The problem:
Quote word for word the lines below, beginning with the first and ending with the one that has "position:absolute; right:18px; bottom:18px;". Drop the pictures.
BEGIN Material to process
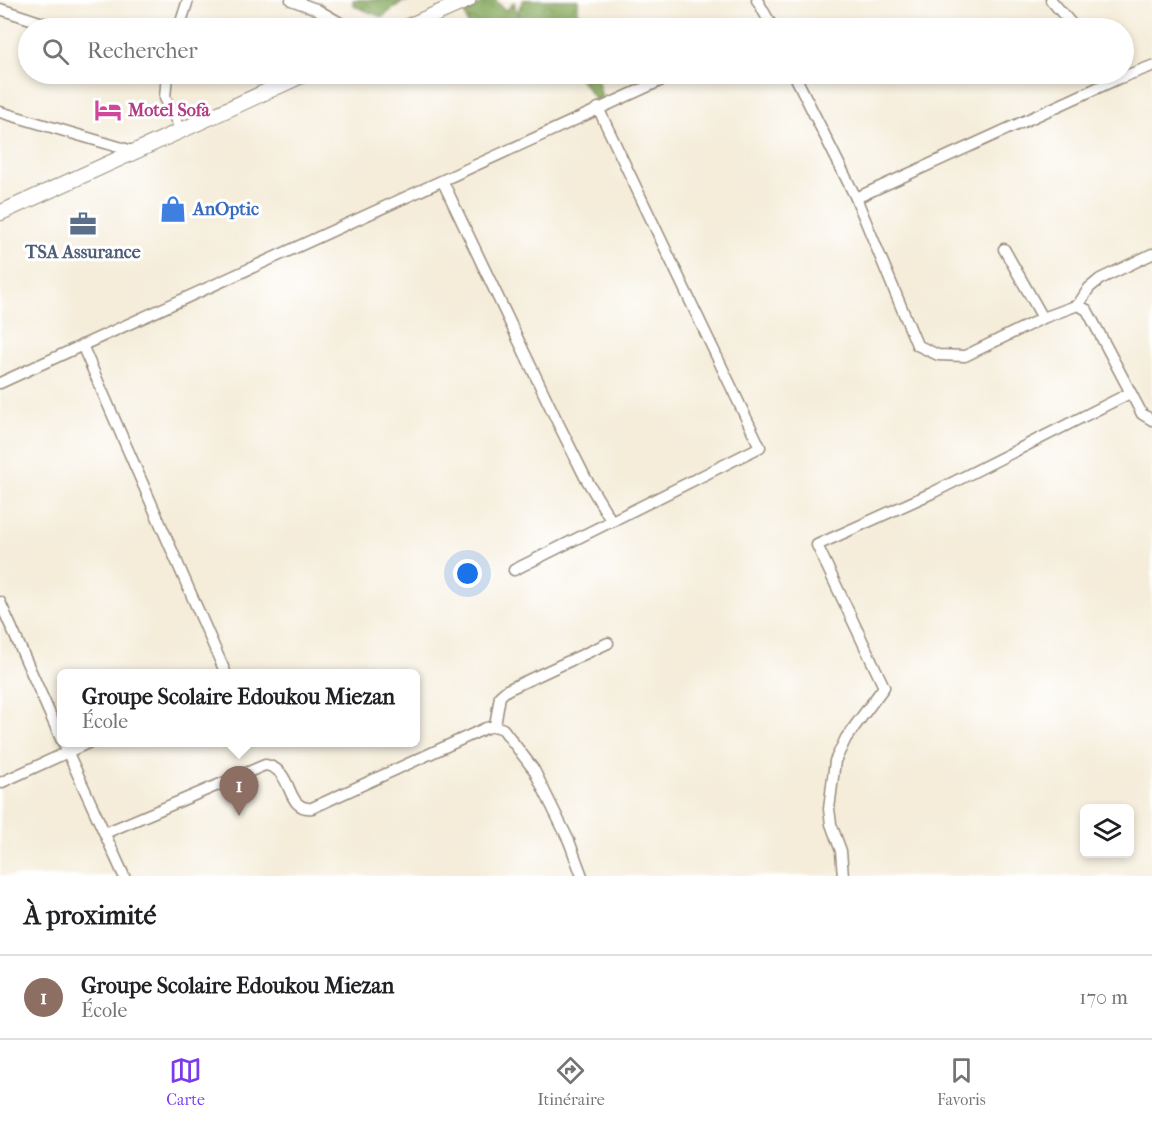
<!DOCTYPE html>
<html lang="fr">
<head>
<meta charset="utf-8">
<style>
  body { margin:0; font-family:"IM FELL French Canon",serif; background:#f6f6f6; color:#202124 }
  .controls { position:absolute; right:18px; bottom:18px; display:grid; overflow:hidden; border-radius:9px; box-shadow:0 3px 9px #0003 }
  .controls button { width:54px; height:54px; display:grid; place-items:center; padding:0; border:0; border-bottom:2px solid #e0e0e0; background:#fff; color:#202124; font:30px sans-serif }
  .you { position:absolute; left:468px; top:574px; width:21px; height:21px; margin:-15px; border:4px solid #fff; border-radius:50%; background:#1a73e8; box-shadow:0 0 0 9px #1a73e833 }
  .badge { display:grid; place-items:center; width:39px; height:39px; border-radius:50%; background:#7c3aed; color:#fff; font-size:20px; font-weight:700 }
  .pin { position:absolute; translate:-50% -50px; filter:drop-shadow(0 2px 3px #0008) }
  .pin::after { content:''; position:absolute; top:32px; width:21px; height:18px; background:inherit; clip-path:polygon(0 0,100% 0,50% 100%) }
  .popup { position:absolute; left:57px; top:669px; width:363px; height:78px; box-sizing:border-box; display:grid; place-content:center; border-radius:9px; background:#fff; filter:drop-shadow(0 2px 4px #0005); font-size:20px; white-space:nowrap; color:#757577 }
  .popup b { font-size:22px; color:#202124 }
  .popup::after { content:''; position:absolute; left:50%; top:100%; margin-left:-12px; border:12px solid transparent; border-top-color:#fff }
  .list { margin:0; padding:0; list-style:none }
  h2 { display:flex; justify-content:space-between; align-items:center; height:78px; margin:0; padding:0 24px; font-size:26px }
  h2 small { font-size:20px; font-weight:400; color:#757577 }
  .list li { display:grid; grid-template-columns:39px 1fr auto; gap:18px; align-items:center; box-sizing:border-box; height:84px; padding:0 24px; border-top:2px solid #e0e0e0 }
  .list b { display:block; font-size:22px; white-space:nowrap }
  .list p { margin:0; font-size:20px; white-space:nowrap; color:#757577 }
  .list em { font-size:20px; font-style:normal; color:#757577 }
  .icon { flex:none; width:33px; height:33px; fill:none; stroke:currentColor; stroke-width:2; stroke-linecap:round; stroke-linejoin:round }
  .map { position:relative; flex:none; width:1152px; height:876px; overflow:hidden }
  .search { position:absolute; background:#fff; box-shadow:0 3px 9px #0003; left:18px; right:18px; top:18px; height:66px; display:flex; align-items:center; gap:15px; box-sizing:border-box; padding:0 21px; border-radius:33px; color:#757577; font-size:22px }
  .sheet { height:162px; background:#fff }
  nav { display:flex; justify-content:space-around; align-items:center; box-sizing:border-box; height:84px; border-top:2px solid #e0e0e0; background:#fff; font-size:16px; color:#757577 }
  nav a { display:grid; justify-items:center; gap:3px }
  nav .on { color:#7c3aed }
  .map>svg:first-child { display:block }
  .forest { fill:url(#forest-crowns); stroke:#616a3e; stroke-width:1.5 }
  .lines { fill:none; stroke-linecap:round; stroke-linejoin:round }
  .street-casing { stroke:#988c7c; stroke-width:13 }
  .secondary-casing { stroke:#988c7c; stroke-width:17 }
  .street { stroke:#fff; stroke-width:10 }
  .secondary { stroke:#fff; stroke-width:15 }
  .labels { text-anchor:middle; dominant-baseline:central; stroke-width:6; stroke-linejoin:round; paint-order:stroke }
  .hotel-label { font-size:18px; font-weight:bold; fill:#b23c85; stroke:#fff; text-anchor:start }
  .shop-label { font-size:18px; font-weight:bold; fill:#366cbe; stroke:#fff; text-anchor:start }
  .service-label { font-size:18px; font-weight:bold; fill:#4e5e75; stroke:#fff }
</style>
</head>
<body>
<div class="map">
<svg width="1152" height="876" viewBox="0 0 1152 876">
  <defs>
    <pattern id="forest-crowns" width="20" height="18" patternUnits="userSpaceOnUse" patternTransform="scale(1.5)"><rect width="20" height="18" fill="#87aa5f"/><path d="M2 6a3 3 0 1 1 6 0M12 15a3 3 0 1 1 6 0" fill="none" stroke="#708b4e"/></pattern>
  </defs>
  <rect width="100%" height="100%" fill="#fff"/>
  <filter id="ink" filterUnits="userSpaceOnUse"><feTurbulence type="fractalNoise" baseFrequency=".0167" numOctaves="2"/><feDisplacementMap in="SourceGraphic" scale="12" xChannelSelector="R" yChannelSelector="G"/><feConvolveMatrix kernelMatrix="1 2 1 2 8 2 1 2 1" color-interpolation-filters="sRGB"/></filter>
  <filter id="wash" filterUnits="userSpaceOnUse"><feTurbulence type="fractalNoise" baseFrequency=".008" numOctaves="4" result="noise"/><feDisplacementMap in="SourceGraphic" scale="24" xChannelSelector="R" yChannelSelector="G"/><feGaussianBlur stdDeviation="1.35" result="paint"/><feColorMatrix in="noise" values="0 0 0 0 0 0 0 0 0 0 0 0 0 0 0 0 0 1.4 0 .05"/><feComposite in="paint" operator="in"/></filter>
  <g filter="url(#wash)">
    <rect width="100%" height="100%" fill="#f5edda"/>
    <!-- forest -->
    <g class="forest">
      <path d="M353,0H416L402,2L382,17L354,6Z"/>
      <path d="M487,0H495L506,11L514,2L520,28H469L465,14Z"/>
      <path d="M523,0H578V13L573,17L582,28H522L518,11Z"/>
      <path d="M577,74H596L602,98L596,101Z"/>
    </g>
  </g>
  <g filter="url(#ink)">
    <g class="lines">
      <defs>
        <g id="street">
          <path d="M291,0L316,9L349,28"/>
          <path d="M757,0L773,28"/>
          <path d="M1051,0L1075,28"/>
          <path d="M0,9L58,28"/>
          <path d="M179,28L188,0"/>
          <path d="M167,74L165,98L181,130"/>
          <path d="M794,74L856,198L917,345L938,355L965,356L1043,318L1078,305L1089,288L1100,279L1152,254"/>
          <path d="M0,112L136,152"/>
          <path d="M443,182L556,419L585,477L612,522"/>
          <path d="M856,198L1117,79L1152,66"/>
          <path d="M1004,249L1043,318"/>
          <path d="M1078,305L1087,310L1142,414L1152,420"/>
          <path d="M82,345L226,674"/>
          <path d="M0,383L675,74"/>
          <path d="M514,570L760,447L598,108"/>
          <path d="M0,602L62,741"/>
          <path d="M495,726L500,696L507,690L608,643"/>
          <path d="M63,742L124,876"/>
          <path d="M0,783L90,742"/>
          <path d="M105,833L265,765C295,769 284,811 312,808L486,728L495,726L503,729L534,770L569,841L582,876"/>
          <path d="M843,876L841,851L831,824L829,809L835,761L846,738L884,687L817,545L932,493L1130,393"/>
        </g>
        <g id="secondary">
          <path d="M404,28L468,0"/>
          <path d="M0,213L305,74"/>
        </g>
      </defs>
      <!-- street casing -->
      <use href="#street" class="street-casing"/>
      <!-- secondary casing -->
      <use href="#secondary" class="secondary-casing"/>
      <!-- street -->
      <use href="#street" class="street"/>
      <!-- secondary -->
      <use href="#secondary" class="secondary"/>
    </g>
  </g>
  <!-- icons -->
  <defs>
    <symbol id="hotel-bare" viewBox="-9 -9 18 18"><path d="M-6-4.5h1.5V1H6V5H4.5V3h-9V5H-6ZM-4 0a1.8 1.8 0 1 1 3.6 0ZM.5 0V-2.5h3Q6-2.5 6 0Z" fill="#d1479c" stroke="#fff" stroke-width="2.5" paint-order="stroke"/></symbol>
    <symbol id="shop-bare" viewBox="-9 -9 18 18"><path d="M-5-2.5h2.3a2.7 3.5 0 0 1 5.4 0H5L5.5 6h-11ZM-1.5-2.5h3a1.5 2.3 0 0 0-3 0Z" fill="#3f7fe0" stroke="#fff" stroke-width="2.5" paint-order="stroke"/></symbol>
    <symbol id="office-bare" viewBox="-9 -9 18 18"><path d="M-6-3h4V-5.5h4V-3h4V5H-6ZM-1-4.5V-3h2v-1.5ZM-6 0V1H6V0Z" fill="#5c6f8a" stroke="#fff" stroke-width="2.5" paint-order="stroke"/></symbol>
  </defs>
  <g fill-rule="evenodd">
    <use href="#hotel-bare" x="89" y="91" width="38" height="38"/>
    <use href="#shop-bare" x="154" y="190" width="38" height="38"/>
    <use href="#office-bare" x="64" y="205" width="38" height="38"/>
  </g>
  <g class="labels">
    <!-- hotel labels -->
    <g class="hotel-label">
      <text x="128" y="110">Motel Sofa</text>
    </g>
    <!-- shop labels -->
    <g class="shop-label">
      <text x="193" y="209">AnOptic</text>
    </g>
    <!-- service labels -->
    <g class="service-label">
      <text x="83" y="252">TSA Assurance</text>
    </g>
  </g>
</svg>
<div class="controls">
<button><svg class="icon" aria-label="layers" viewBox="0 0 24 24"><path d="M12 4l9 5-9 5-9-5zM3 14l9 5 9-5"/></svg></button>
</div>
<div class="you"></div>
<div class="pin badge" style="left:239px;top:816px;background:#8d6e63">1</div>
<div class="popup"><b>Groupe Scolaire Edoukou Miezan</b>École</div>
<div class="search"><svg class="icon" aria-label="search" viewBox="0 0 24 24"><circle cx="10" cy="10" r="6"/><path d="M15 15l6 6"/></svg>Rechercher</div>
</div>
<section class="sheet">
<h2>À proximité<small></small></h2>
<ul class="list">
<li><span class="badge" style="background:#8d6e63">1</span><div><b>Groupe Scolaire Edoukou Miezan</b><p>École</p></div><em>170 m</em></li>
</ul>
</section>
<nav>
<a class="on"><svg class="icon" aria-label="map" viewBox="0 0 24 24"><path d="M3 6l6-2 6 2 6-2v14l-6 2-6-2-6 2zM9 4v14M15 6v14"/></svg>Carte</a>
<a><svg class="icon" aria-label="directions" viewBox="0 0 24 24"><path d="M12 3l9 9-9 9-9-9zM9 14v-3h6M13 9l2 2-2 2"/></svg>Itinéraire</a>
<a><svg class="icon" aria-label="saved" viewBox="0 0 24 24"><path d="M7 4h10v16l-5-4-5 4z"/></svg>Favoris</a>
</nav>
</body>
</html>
END Material to process
Expected answer:
<!DOCTYPE html>
<html lang="fr">
<head>
<meta charset="utf-8">
<style>
  body { margin:0; font-family:"IM FELL French Canon",serif; background:#f6f6f6; color:#202124 }
  .controls { position:absolute; right:18px; bottom:18px; display:grid; overflow:hidden; border-radius:9px; box-shadow:0 3px 9px #0003 }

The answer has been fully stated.